= Traction force microscopy =

Method of examining cell surfaces at the molecular level

In cellular biology, traction force microscopy (TFM) is an experimental method for determining the tractions on the surface of a cell by obtaining measurements of the surrounding displacement field within an in vitro extracellular matrix (ECM).

==Overview==

The dynamic mechanical behavior of cell-ECM and cell-cell interactions is known to influence a vast range of cellular functions, including necrosis, differentiation, adhesion, migration, locomotion, and growth. TFM utilizes experimentally observed ECM displacements to calculate the traction, or stress vector, at the surface of a cell.
Before TFM, efforts observed cellular tractions on silicone rubber substrata wrinkling around cells; however, accurate quantification of the tractions in such a technique is difficult due to the nonlinear and unpredictable behavior of the wrinkling. Several years later, the terminology TFM was introduced to describe a more advanced computational procedure that was created to convert measurements of substrate deformation into estimated traction stresses.

==General Methodology==

In conventional TFM, cellular cultures are seeded on, or within, an optically transparent 3D ECM embedded with fluorescent microspheres (typically latex beads with diameters ranging from 0.2-1 μm).
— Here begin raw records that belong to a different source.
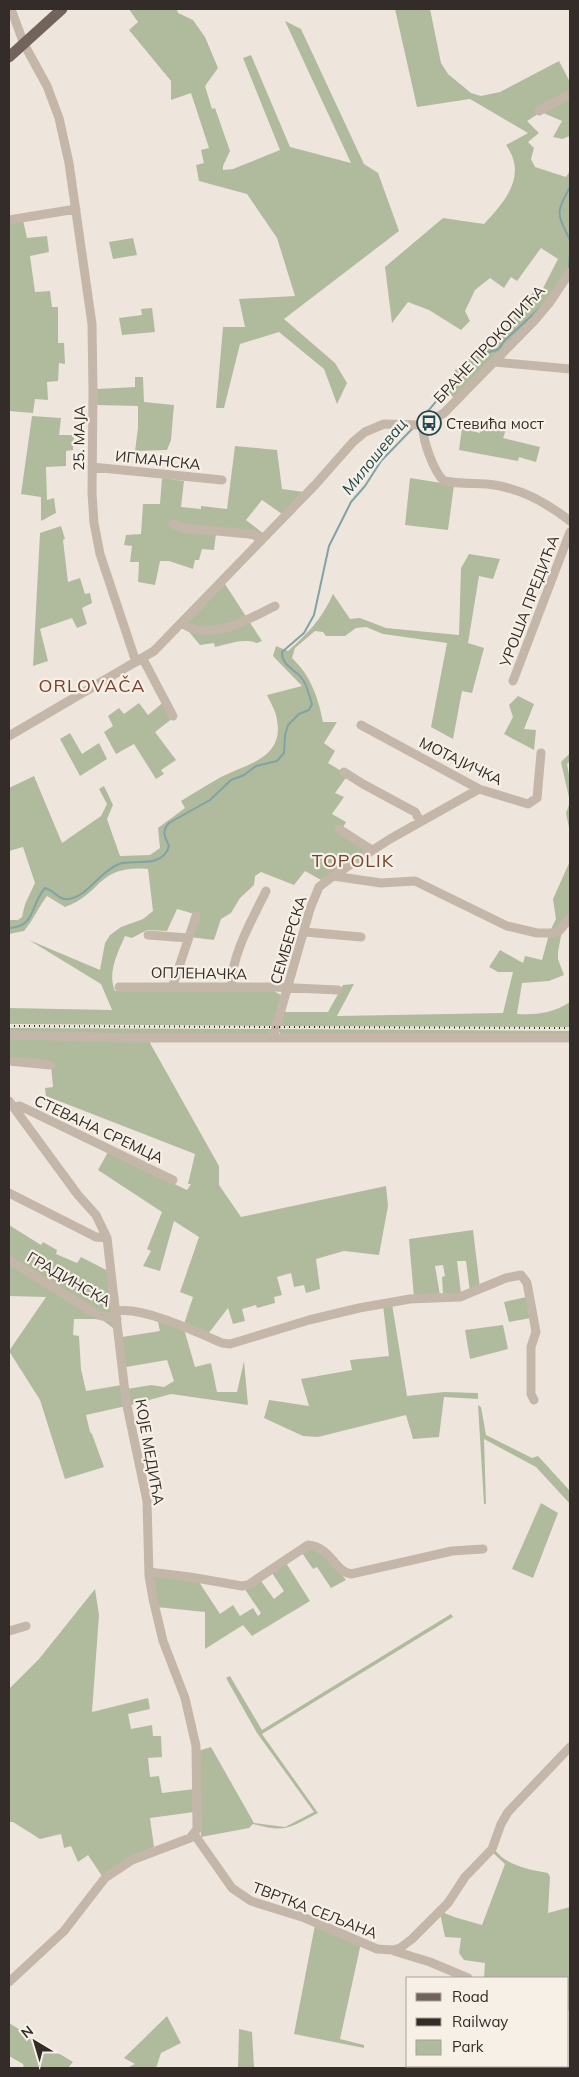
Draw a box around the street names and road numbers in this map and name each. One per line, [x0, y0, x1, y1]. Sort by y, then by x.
street label: БРАНЕ ПРОКОПИЋА [429, 281, 549, 407]
street label: 25. МАЈА [69, 405, 89, 471]
street label: ИГМАНСКА [114, 446, 202, 474]
street label: УРОША ПРЕДИЋА [495, 532, 563, 670]
street label: МОТАЈИЧКА [416, 733, 506, 789]
street label: СЕМБЕРСКА [266, 894, 310, 986]
street label: ОПЛЕНАЧКА [151, 963, 247, 983]
street label: СТЕВАНА СРЕМЦА [31, 1091, 167, 1167]
street label: ГРАДИНСКА [24, 1247, 114, 1311]
street label: КОЈЕ МЕДИЋА [131, 1397, 169, 1507]
street label: ТВРТКА СЕЉАНА [250, 1877, 380, 1943]

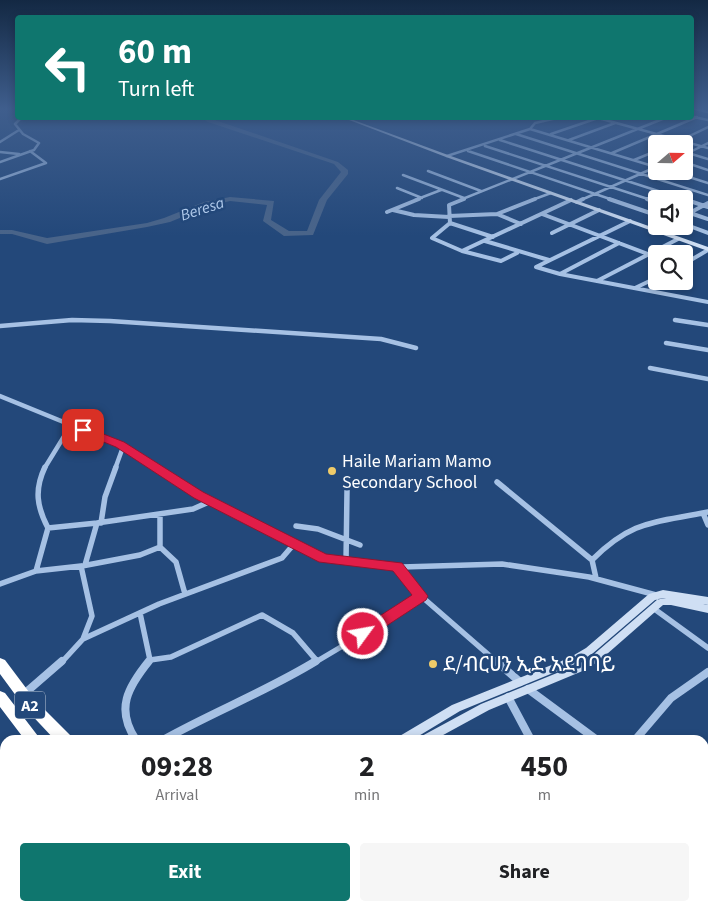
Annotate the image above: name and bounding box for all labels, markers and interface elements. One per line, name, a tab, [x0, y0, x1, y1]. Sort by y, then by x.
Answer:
text: 60 m	[118, 27, 192, 77]
icon: left	[35, 35, 100, 100]
text: Turn left	[118, 73, 194, 105]
north arrow	[648, 135, 692, 180]
map controls	[648, 135, 693, 290]
button: sound	[648, 190, 693, 235]
water label: Beresa	[178, 191, 227, 226]
button: search	[648, 245, 693, 290]
pin	[62, 409, 104, 451]
icon: arrive	[69, 416, 97, 444]
place label: Haile Mariam Mamo Secondary School	[342, 449, 492, 495]
marker: Haile Mariam Mamo Secondary School	[326, 465, 338, 477]
position arrow	[336, 607, 388, 659]
place label: ደ/ብርሀን ኢድ አደባባይ	[443, 649, 616, 679]
marker: ደ/ብርሀን ኢድ አደባባይ	[427, 658, 439, 670]
road number: A2	[15, 692, 45, 718]
text: 09:28	[141, 745, 213, 788]
text: 2	[359, 745, 375, 788]
text: 450	[521, 745, 568, 788]
text: Arrival	[155, 784, 198, 806]
text: min	[354, 784, 380, 806]
text: m	[538, 784, 551, 806]
button: Exit	[20, 843, 350, 901]
button: Share	[360, 843, 689, 901]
A wide range of natural and synthetic hydrogels can be used for this purpose, with the prerequisite that mechanical behavior of the material is well characterized, and the hydrogel is capable of maintaining cellular viability. The cells will exert their own forces into this substrate which will consequently displace the beads in the surrounding ECM. In some studies, a detergent, enzyme, or drug is used to disturb the cytoskeleton, thereby altering, or sometimes completely eliminating, the tractions generated by the cell.

First, a continuous displacement field is computed from a pair of images: the first image being the reference configuration of microspheres surrounding an isolated cell, and the second image being the same isolated cell surrounded by microspheres that are now displaced due to the cellular-generated tractions. Confocal fluorescence microscopy is usually employed to image the cell surface and fluorescent beads. After computing the translational displacement field between a deformed and undeformed configuration, a strain field can be calculated by often using a regularization approach, the best of which is the elastic net regularization. From the strain field, the stress field surrounding the cell can be calculated with knowledge of the stress-strain behavior, or constitutive model, of the surrounding hydrogel material. It is possible to proceed one step further, and use the stress field to compute the tractions at the surface of the cell, if the normal vectors to the cell surface can be obtained from a 3D image stack. Although this procedure is a common way to obtain the cellular tractions from microsphere displacement, some studies have successfully utilized an inverse computational algorithm to yield the traction field.

==Limitations==

The spatial resolution of the traction field that can be recovered with TFM is limited by the number of displacement measurements per area. The spacing of independent displacement measurements varies with experimental setups, but is usually on the order of one micrometer. The traction patterns produced by cells frequently contain local maxima and minima that are smaller. Detection of these fine variations in local cellular traction with TFM remains challenging.

==Advancements==

In 2D TFM, cells are cultured as a monolayer on the surface of a thin substrate with a tunable stiffness, and the microspheres near the surface of the substrate undergo deformation through cell-ECM connections. 2.5D cell cultures are similarly grown on top of a thin layer of ECM, and diluted structural ECM proteins are mixed to the medium added above the cells and substrate. Although most of the seminal work in TFM was performed in 2D, or 2.5D, many cell types require the complex biophysical and biochemical cues from a 3D ECM to behave in a truly physiologically realistic manner within an in vitro environment.

When the rotation or stretch of a sub volume is large, errors can be introduced into the calculation of cell surface tractions since most TFM techniques employ a computational framework based on linear elasticity. Recent advances in TFM have shown that cells are capable of exerting deformations with strain magnitudes up to 40%, which requires usage of a finite deformation theory approach to account for large strain magnitudes.

==Applications==

Although TFM is frequently used to observe tractions at the surface of a spatially isolated individual cell, a variation of TFM can also be used to analyze the collective behavior of multicellular systems. For example, cellular migration velocities and plithotaxis are observed alongside a computed stress variation map of a monolayer sheet of cells, in an approach termed monolayer stress microscopy. The mechanical behavior of single cells versus a confluent layer of cells differ in that the monolayer experiences a "tug-of-war" state. There is also evidence of a redistribution of tractions that can take place earlier than changes in cell polarity and migration.

TFM has proven particularly useful to study durotaxis as well.

TFM has recently been applied to explore the mechanics of cancer cell invasion with the hypothesis that cells which generate large tractions are more invasive than cells with lower tractions. It is also hoped that recent findings from TFM will contribute to the design of optimal scaffolds for tissue engineering and regeneration of the peripheral nervous system, artery grafts, and epithelial skin cells.